Records to use
________________

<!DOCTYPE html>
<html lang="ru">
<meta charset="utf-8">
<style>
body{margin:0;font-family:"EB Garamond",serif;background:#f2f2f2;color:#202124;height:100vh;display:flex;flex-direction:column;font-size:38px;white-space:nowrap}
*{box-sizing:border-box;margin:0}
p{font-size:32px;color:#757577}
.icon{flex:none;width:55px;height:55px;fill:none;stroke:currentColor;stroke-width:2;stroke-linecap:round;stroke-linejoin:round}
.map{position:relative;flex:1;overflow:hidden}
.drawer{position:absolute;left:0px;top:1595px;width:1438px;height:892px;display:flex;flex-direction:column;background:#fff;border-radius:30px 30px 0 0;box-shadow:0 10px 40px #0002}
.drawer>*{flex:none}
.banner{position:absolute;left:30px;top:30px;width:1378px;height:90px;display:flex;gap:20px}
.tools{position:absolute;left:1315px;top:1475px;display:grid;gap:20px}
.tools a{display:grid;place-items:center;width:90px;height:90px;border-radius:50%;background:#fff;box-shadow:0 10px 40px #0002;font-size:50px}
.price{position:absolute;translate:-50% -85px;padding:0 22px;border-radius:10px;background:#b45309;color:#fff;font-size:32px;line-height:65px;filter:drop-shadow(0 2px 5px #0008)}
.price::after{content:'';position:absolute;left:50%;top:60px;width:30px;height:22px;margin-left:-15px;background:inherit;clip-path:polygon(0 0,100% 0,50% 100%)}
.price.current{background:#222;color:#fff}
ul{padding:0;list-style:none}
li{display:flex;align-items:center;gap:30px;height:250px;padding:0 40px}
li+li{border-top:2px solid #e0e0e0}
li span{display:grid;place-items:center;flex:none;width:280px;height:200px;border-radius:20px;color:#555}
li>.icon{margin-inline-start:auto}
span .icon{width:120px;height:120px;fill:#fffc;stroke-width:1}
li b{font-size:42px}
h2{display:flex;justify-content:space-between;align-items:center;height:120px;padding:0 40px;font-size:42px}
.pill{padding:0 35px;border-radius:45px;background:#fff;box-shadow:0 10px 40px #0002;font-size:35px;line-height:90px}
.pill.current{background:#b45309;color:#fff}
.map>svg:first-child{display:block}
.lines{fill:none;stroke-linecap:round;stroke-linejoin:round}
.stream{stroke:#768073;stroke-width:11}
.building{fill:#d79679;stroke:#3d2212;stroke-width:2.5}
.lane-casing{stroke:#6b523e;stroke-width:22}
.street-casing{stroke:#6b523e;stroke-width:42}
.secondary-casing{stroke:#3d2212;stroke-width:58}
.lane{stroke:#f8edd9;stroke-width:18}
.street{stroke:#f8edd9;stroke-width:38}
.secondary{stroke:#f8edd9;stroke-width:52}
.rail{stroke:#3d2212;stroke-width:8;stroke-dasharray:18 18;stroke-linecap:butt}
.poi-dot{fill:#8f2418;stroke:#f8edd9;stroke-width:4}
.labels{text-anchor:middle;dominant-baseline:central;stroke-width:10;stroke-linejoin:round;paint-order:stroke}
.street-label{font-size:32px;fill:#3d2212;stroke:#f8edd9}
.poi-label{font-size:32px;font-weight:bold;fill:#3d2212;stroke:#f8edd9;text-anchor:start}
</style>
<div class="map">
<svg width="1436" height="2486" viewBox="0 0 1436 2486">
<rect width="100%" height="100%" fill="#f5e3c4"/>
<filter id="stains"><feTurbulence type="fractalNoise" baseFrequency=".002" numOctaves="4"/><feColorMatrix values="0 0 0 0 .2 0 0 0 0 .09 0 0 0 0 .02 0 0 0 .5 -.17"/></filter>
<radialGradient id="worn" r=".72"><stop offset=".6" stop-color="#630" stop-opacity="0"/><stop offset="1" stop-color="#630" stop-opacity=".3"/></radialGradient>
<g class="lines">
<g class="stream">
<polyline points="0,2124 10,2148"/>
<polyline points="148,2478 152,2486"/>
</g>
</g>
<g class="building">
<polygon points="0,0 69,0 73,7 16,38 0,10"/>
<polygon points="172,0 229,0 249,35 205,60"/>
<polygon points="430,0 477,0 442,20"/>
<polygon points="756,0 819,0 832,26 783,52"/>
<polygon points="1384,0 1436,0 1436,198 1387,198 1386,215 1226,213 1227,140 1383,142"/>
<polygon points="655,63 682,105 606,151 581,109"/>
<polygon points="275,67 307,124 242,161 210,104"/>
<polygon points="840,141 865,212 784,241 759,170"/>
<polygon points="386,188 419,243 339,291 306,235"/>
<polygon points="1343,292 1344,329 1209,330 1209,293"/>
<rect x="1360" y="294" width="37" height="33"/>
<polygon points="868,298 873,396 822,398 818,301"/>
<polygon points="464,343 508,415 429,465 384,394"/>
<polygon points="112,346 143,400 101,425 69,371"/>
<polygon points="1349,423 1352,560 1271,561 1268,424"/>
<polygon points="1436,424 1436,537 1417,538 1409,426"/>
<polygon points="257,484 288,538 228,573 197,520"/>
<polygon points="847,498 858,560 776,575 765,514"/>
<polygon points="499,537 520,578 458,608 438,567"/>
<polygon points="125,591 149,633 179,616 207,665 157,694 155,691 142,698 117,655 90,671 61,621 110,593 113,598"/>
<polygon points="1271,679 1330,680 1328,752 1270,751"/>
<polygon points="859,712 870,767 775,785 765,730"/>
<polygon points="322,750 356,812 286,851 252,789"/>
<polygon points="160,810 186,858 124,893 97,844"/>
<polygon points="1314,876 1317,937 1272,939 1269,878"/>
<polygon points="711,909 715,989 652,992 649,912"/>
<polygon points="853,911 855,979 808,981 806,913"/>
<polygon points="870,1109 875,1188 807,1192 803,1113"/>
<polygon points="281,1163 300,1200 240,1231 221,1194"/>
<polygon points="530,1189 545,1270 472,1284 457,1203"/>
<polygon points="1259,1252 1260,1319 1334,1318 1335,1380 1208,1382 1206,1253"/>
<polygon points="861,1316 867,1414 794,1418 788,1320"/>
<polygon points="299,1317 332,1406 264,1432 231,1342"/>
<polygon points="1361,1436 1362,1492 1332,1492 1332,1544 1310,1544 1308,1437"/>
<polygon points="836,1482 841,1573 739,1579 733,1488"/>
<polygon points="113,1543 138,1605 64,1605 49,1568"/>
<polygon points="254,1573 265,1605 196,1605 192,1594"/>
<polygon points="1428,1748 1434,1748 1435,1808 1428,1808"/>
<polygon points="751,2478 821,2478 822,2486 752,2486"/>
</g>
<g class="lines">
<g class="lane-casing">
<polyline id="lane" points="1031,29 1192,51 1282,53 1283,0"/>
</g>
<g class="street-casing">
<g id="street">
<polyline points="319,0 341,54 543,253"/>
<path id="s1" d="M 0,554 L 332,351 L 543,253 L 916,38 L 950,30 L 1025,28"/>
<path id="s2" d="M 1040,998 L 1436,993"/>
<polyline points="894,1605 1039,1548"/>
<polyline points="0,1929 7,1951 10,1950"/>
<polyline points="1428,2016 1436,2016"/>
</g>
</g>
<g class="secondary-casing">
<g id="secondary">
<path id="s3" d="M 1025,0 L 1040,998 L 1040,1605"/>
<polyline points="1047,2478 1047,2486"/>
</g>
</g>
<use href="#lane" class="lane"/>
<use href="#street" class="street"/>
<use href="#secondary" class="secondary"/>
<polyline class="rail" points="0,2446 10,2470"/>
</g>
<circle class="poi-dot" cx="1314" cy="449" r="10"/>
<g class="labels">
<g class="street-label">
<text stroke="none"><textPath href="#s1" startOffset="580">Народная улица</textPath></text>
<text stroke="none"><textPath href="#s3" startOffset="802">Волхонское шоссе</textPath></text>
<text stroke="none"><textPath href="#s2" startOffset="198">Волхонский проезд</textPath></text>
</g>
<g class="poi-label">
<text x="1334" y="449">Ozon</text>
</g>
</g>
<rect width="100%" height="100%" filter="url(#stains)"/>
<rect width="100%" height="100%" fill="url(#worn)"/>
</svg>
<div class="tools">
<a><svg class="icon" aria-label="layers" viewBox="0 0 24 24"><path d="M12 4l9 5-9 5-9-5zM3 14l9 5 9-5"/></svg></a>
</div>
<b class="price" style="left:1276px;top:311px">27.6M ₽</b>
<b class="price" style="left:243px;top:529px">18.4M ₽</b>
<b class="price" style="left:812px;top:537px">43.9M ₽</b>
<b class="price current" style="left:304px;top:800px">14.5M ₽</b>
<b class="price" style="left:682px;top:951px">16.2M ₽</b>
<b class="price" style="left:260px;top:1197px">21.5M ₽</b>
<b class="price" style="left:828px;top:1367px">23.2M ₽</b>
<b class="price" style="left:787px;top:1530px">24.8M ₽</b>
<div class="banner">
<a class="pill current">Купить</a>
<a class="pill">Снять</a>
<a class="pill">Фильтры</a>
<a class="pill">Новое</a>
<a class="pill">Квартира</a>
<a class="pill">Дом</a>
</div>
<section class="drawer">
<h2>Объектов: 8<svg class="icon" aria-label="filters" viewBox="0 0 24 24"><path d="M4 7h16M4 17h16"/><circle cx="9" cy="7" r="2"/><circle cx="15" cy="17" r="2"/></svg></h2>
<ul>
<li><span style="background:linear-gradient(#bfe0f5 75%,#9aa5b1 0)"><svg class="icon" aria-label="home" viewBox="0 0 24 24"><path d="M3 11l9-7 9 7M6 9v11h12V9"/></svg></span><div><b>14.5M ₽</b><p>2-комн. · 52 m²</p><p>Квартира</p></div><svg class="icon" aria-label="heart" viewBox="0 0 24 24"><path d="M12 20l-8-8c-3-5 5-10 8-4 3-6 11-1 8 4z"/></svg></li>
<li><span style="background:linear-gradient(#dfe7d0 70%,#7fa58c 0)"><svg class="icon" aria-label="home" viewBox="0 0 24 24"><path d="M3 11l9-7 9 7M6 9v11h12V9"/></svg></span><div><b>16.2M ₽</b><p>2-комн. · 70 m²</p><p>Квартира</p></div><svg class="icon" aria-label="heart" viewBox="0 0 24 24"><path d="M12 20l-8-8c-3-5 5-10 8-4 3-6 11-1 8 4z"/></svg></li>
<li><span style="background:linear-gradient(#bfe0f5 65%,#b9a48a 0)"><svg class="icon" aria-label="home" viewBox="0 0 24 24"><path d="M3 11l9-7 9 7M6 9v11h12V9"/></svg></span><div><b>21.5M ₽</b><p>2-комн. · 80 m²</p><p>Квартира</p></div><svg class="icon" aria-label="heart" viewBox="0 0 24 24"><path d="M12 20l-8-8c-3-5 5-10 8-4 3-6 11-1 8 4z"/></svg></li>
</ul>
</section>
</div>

________________

Exercise requirements
List the lines of the material in which the word "tools" occurs.

Expected answer
.tools{position:absolute;left:1315px;top:1475px;display:grid;gap:20px}
.tools a{display:grid;place-items:center;width:90px;height:90px;border-radius:50%;background:#fff;box-shadow:0 10px 40px #0002;font-size:50px}
<div class="tools">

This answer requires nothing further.